• What is being asked:
Show all lines from the listing below that contain "China".

START Task input

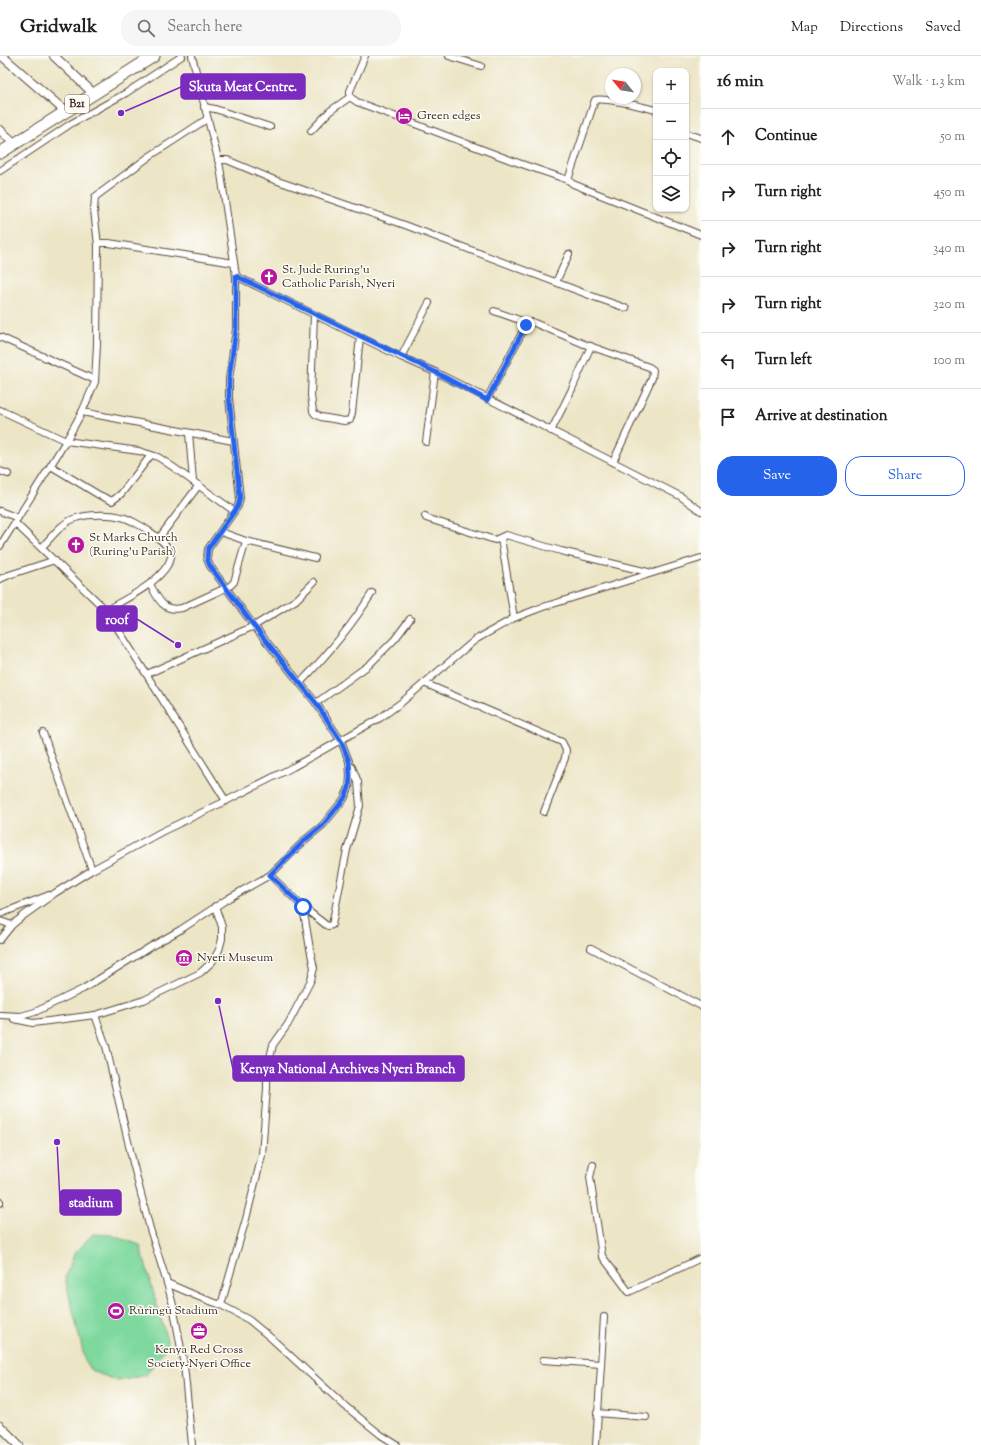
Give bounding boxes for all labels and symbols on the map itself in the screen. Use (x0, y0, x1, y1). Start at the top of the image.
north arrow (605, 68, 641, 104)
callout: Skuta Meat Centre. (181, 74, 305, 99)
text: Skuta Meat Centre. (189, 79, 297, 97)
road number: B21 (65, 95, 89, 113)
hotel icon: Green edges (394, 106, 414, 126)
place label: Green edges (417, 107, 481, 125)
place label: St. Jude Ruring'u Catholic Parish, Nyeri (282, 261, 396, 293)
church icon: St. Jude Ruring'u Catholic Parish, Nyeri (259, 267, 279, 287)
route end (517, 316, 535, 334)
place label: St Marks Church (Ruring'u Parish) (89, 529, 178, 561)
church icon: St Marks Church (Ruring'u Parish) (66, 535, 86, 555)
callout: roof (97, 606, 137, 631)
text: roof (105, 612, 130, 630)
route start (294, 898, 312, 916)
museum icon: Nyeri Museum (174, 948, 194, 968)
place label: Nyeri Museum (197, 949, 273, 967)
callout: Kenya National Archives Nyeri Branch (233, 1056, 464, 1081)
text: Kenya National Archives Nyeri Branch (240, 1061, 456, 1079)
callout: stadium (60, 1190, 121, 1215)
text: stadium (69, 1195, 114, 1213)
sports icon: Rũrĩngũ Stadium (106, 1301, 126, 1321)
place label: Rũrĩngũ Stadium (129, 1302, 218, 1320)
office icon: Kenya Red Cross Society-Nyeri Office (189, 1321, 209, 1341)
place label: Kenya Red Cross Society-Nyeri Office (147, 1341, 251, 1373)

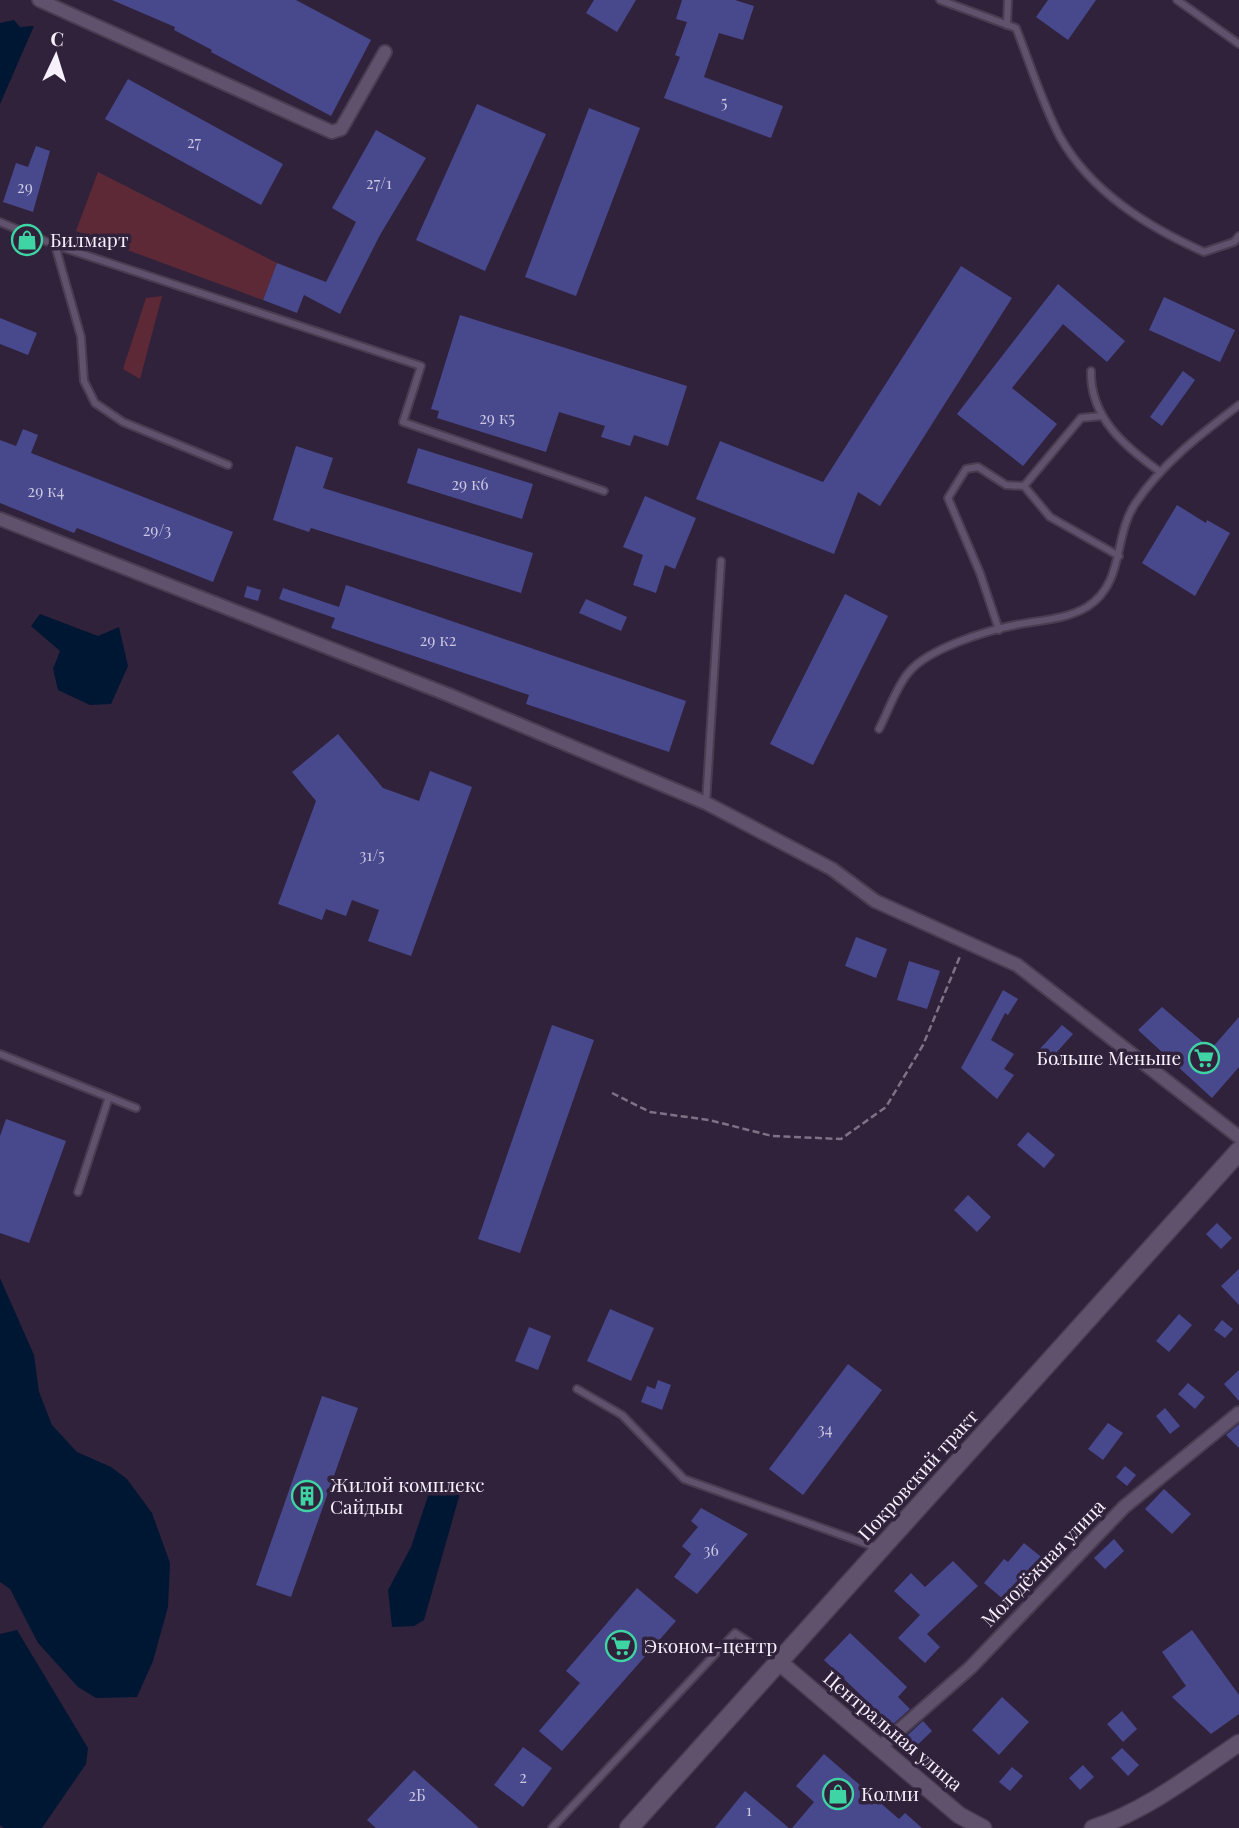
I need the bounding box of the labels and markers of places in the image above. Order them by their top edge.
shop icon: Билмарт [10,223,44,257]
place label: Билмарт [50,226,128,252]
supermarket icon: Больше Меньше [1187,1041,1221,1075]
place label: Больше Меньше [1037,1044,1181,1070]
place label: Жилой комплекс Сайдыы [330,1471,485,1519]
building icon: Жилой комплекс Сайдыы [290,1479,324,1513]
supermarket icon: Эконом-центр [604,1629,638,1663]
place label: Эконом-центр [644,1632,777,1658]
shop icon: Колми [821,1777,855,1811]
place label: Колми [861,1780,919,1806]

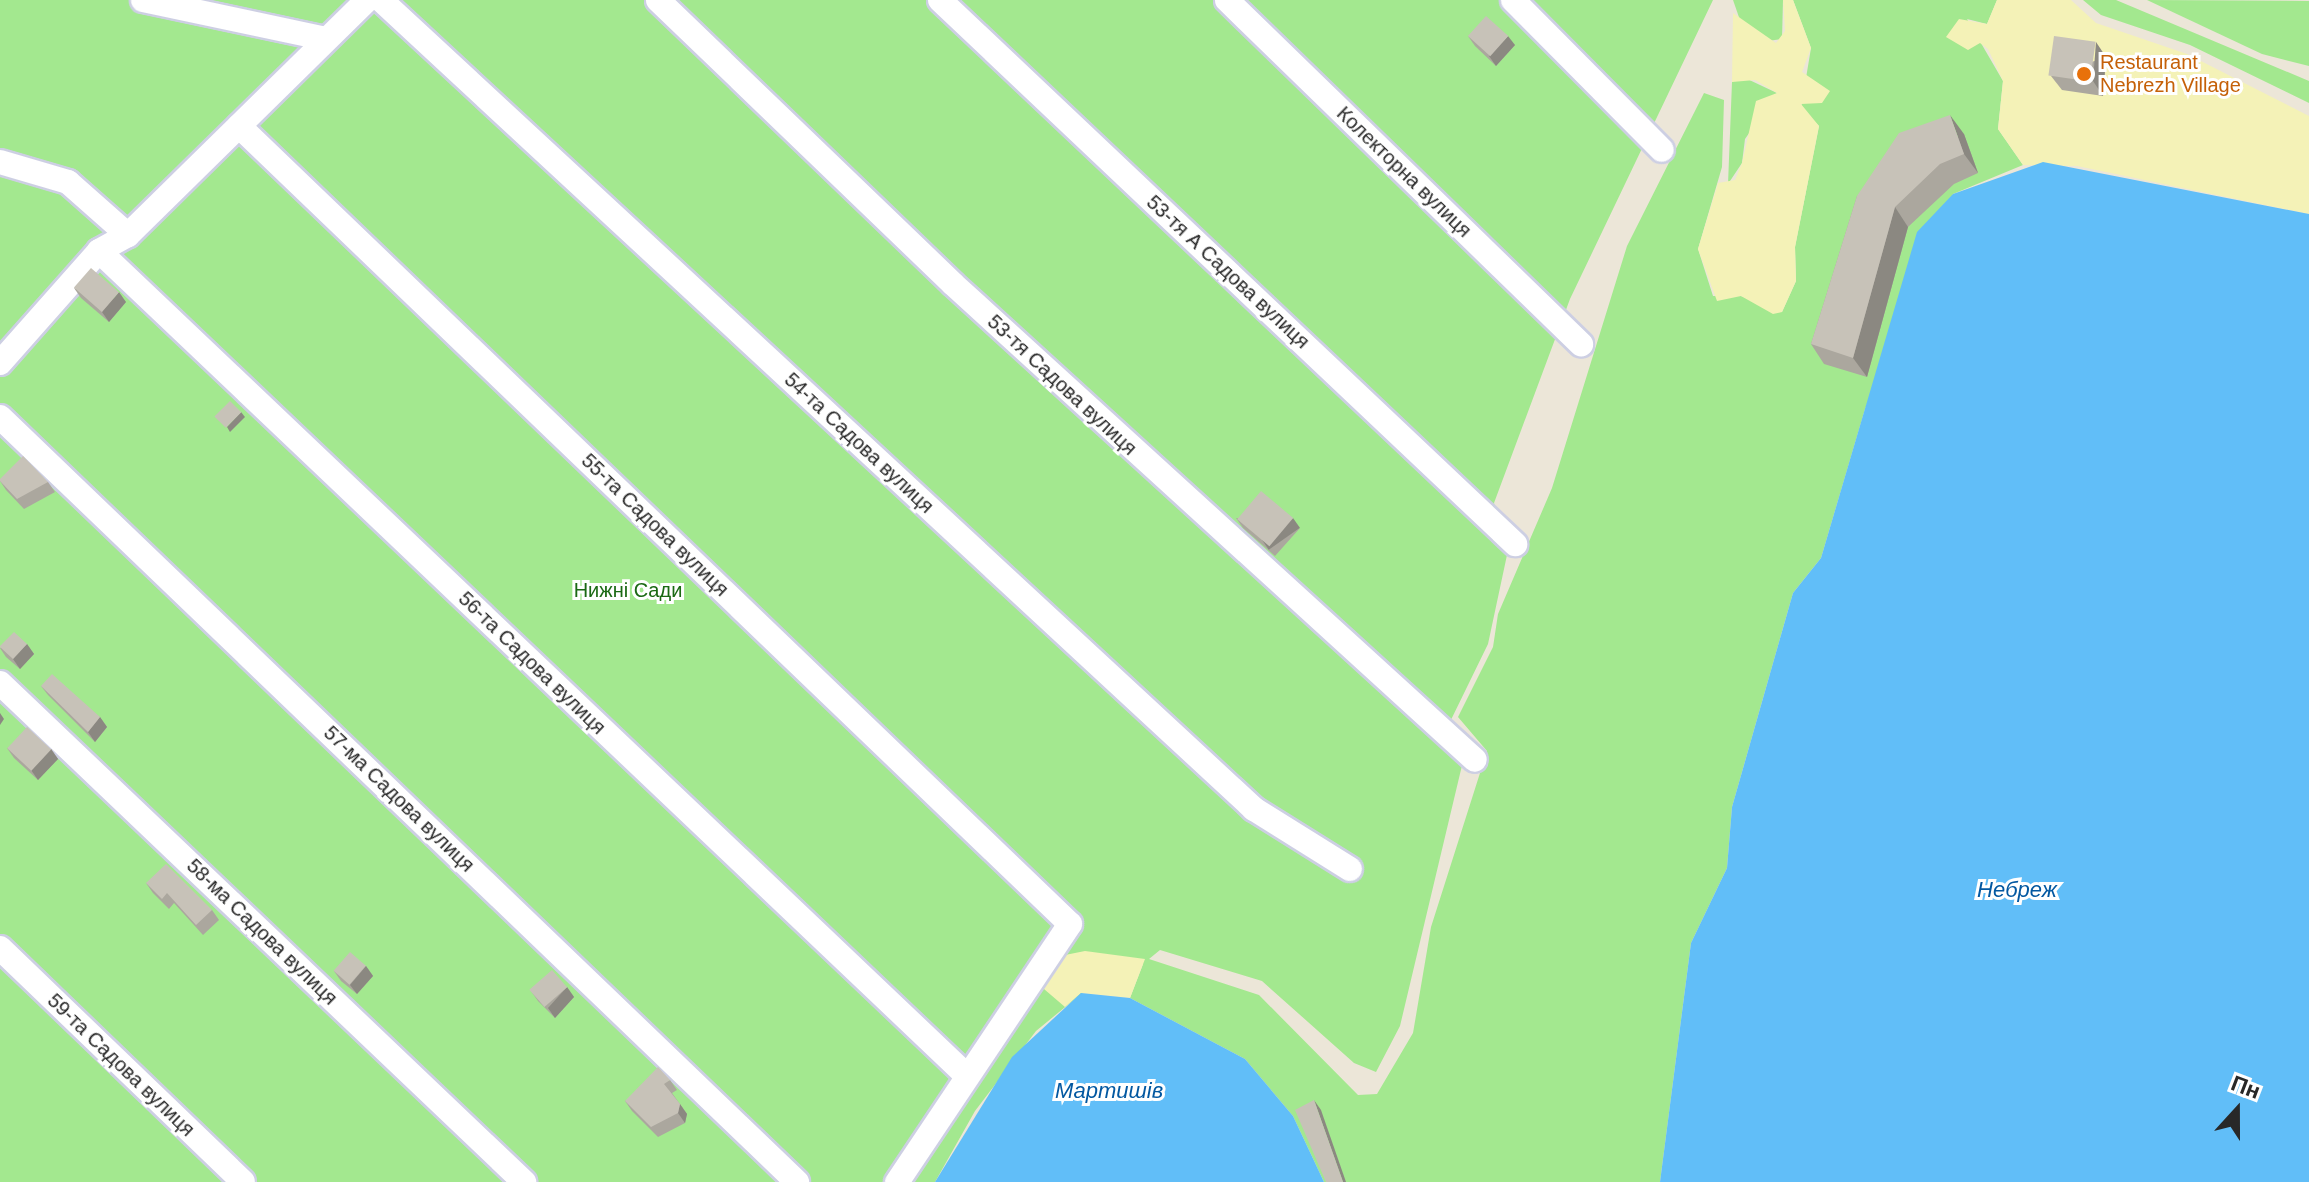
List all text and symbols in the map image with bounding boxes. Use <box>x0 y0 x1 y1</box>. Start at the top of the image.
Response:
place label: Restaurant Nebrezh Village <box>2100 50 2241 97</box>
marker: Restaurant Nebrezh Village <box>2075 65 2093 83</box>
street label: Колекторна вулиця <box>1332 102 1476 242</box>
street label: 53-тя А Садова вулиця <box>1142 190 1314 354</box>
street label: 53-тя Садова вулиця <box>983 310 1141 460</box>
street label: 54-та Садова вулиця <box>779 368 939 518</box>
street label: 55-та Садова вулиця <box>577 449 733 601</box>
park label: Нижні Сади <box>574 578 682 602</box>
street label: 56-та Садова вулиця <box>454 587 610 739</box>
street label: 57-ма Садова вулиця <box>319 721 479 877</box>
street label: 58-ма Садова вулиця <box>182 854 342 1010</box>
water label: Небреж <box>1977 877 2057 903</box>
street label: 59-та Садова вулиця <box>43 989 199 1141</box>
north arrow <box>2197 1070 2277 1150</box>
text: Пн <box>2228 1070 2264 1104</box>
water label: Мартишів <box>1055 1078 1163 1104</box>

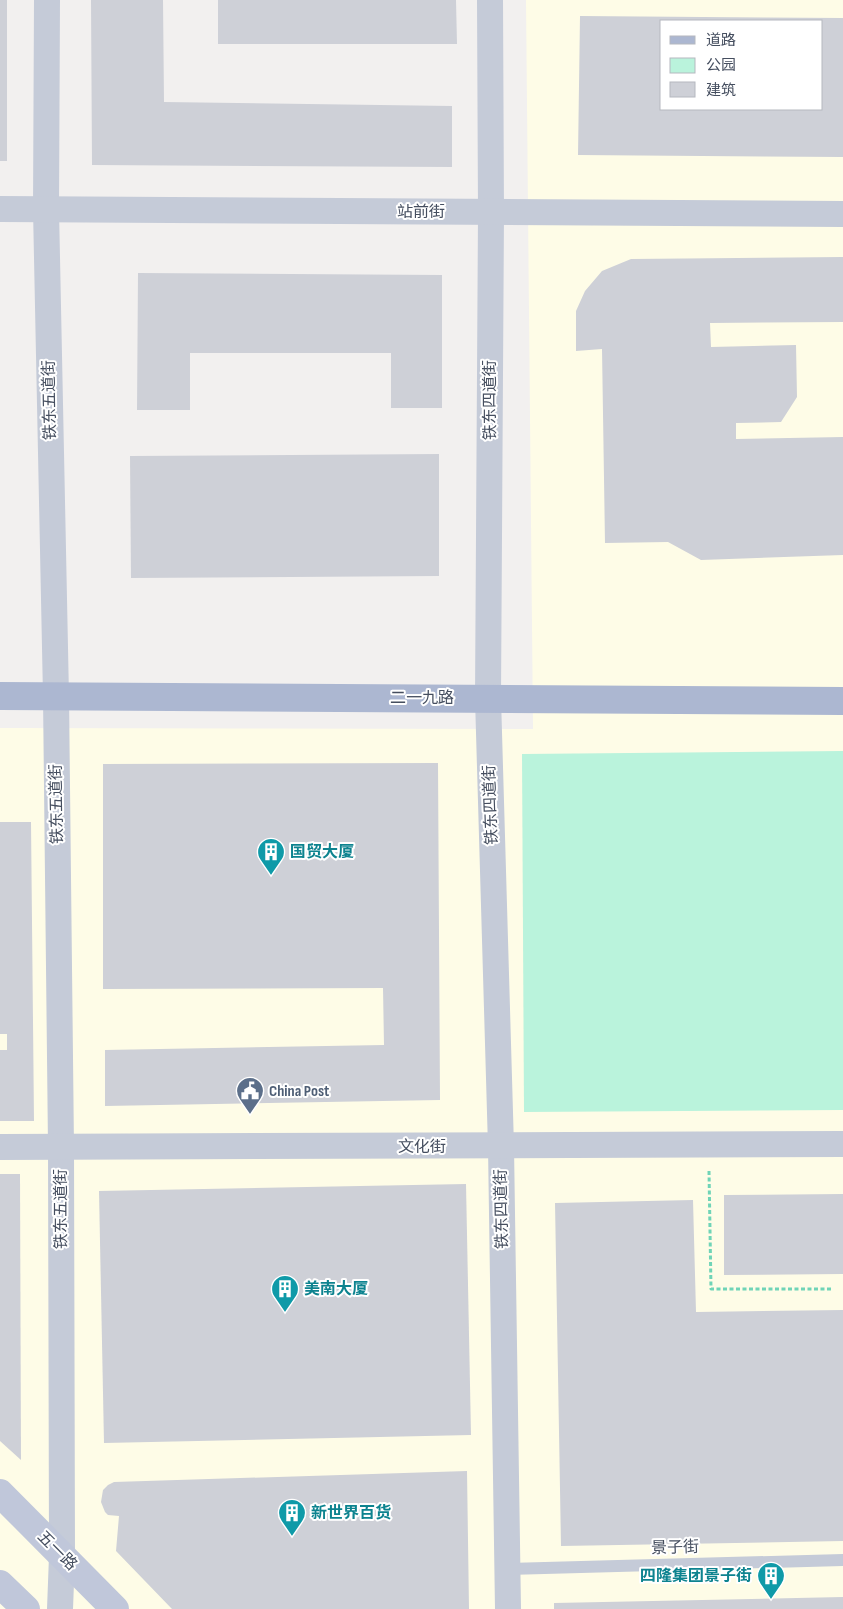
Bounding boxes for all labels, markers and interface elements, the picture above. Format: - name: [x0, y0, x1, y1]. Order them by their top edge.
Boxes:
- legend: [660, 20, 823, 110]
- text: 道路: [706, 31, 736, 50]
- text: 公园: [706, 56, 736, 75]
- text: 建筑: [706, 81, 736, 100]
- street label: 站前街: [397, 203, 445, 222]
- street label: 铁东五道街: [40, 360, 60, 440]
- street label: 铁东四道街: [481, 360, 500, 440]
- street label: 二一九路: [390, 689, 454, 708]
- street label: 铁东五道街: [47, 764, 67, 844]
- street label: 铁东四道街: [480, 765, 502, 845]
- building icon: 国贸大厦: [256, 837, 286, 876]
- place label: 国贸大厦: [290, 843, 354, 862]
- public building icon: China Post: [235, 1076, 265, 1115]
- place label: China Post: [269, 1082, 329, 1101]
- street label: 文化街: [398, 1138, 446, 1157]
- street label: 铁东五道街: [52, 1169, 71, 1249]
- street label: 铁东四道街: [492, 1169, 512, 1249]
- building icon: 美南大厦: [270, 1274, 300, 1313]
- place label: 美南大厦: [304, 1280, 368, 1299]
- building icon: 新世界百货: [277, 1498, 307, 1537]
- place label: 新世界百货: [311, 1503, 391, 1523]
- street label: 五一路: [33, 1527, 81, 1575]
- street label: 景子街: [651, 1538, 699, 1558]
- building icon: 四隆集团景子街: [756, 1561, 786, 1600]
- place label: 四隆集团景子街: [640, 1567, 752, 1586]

END Task input

• Answer to this problem:
- public building icon: China Post: [235, 1076, 265, 1115]
- place label: China Post: [269, 1082, 329, 1101]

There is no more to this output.